0

I am migrating a Grails (2.4.4) web application (Java based) on a Docker Swarm environment (3 nodes) with a MariaDB database outside the Swarm.

On its current version, the application is hosted on a single server and instanciates a few threads (~ 10) which all got a specific task to do, but are all manipulating data from the Database.

Now that the application will be replicated on the 3 nodes of the Swarm, I don't think there is a point in instanciating all the threads on each node, because they would do the same thing on the same data (located on the database machine outside the Swarm), and it probably won't work because of concurrent access and MySql transactions.

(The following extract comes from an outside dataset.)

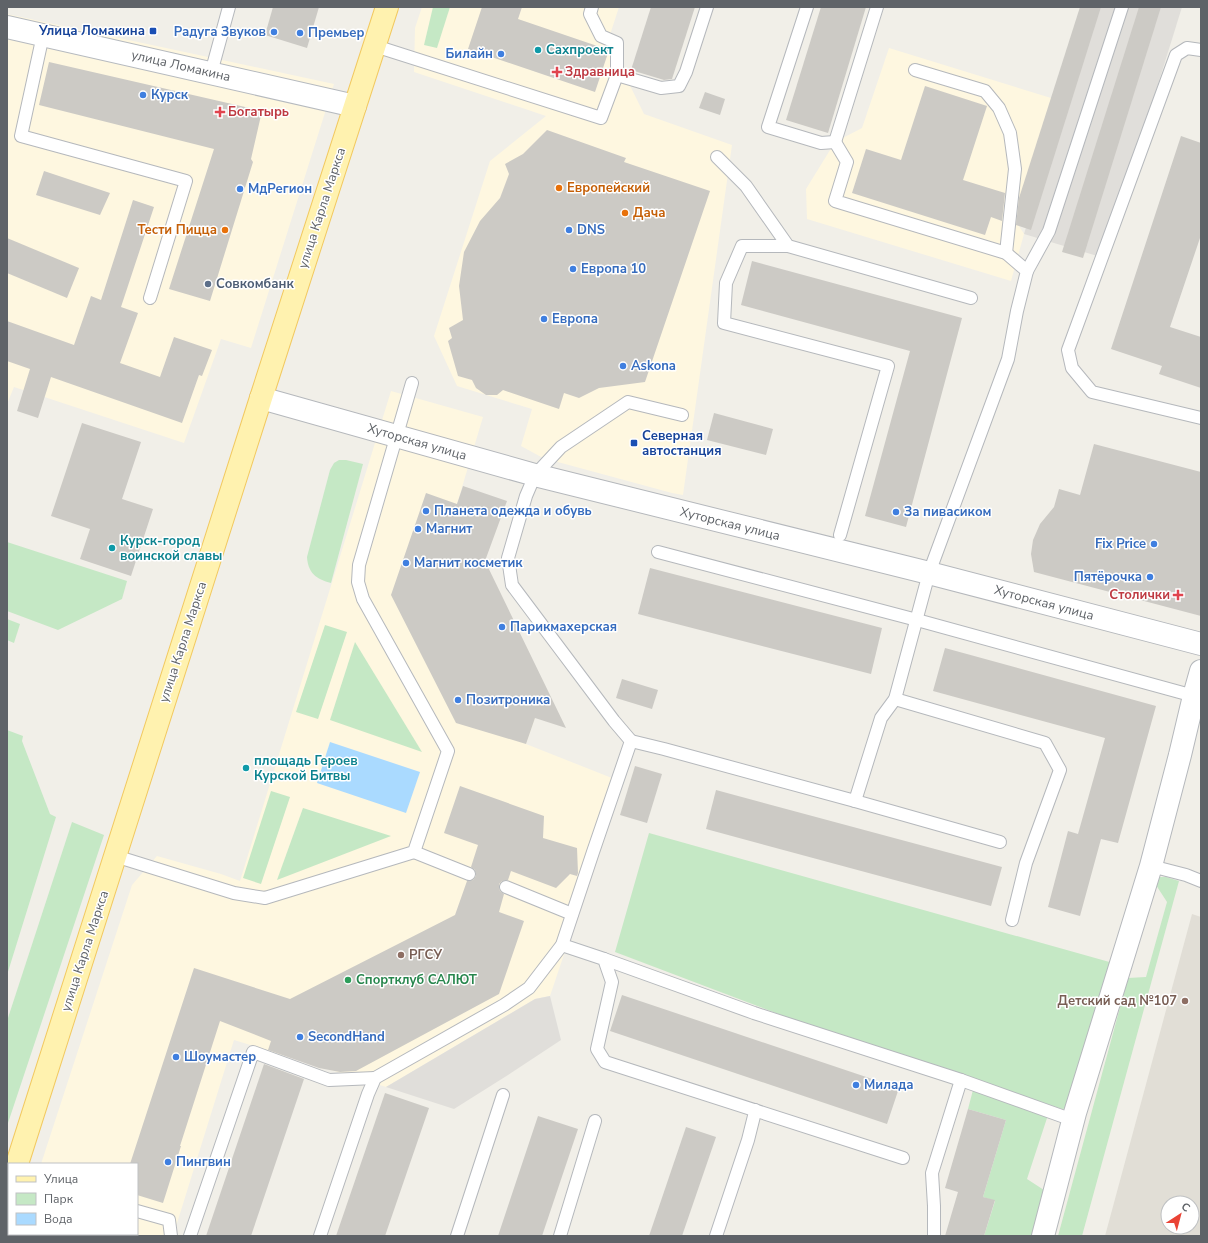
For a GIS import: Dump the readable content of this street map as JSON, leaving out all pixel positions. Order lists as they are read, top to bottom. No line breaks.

So, considering the fact that the threads cannot be redevelopped outside the application's source code as they rely on its model, my question is: what do you think would be the best solution for this use case ? I personnaly thought about two options, but I don't feel like I'm going in the right direction:

  1. Synchronize the threads at the begining of their process: it would only be the first thread of its kind to actually do the job, the 2 others would put themself back to sleep. I would do that with something like a lock mechanism in the database.
  2. Only instanciate the threads on one node: I think it should be possible, but I am really unsure about this one, as it would be extremely contradictory with the core principle and advantages of having a replicated & scalable application

So, happy to hear any advice on the matter ! Thanks

Alarid
  • 770
  • 1
  • 6
  • 19
  • 1
    Deploy each task as it's own and let swarm do the scaling or use a distributed cron (like e.g. airflow) – cfrick Jan 30 '20 at 11:41

3 Answers3

2

There are many possible designs here, they all pretty much depend on what you're actually trying to achieve:

You say:

On its current version, the application is hosted on a single server and instantiates a few threads (~ 10) which all got a specific task to do

Lets suppose you go with option 2 and all the threads are running on one node out of three.

In this case this is a kind of active-passive architecture, one node works, other nodes do basically nothing (well, I don't know maybe they do other things, its out of scope based on the information you've given). So these nodes are maintained for redundancy?

But if so, the working node will "absorb" all the load till it fails, then all the load gets to the node that becomes active, but maybe its too much load and it will fail, then the third node will fail like a domino :)

One additional issue with this approach is how to actually make the node2 active when node1 has failed, Who will decide that node2 (as opposed to node3) is active now? How do you spawn the threads if the configuration "run-without-threads" is already specified?

If you can answer these questions, do not expect high pressure on a single node, and agree to maintain nodes for redundancy - will it can be a way to go, many systems are built this way, so its a viable solution.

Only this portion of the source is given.